╭─ Dataset content

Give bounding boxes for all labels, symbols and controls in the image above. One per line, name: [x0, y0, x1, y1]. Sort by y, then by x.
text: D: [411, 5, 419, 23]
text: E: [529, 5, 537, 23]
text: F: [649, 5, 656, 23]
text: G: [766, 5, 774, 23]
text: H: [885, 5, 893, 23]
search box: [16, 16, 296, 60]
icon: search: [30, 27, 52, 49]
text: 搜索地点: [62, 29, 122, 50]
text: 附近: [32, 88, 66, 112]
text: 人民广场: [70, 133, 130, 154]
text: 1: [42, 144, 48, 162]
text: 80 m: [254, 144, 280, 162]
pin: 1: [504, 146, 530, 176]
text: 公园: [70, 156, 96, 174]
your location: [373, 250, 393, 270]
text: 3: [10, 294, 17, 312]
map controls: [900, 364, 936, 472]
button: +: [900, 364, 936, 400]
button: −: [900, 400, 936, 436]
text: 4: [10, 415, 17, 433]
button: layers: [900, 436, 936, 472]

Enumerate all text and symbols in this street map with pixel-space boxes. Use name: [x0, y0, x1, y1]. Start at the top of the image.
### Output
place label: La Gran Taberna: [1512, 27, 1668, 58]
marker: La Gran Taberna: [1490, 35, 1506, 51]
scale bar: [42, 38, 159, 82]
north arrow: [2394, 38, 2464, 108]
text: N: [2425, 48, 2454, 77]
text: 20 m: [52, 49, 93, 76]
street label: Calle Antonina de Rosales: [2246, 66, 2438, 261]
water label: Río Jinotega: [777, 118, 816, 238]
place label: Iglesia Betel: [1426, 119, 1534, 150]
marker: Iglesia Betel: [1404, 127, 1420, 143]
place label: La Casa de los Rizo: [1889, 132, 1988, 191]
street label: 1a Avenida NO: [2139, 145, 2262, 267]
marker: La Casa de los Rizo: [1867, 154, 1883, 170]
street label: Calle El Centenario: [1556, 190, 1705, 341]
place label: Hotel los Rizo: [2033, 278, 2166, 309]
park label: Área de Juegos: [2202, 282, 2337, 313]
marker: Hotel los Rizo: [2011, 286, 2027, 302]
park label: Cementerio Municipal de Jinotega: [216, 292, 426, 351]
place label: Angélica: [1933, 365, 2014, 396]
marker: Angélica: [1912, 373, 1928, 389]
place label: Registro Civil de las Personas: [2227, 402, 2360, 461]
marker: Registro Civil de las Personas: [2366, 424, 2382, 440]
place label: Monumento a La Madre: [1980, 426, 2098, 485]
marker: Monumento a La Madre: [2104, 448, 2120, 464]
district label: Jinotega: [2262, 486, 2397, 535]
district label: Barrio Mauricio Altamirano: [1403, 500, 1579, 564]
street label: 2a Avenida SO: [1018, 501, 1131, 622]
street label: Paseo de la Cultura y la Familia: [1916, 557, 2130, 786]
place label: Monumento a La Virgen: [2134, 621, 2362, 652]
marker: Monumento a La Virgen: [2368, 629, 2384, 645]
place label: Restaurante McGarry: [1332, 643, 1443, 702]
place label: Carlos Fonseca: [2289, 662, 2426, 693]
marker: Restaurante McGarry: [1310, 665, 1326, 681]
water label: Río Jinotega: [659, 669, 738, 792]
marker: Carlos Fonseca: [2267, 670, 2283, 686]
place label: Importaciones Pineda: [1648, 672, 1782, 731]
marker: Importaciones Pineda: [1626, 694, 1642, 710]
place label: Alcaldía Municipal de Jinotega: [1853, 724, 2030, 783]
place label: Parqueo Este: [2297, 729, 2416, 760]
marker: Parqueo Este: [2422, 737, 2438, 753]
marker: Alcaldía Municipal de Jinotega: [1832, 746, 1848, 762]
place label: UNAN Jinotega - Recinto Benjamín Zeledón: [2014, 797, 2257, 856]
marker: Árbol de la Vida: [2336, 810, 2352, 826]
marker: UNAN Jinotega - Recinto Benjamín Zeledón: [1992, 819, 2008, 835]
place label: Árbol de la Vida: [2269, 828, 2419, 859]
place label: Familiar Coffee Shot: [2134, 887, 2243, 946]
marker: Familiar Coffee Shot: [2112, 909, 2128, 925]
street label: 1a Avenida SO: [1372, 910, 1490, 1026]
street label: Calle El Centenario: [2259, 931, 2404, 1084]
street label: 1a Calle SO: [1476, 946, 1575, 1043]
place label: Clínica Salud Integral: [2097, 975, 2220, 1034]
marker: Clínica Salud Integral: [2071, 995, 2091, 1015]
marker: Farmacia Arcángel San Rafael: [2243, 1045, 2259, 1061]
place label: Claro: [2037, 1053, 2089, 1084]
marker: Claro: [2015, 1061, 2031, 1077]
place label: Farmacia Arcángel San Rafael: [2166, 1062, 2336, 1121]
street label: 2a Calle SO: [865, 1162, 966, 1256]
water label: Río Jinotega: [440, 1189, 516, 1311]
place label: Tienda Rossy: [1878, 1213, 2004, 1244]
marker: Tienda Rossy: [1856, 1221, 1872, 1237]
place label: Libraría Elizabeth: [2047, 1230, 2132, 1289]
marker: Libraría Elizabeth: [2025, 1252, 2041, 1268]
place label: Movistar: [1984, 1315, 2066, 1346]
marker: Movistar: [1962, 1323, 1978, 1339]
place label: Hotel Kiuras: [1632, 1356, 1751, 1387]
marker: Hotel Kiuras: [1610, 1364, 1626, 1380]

╰─

Exercise instructions >> What lines in the data above contain the word "Kiuras"? Show them all.

Answer box >>
place label: Hotel Kiuras: [1632, 1356, 1751, 1387]
marker: Hotel Kiuras: [1610, 1364, 1626, 1380]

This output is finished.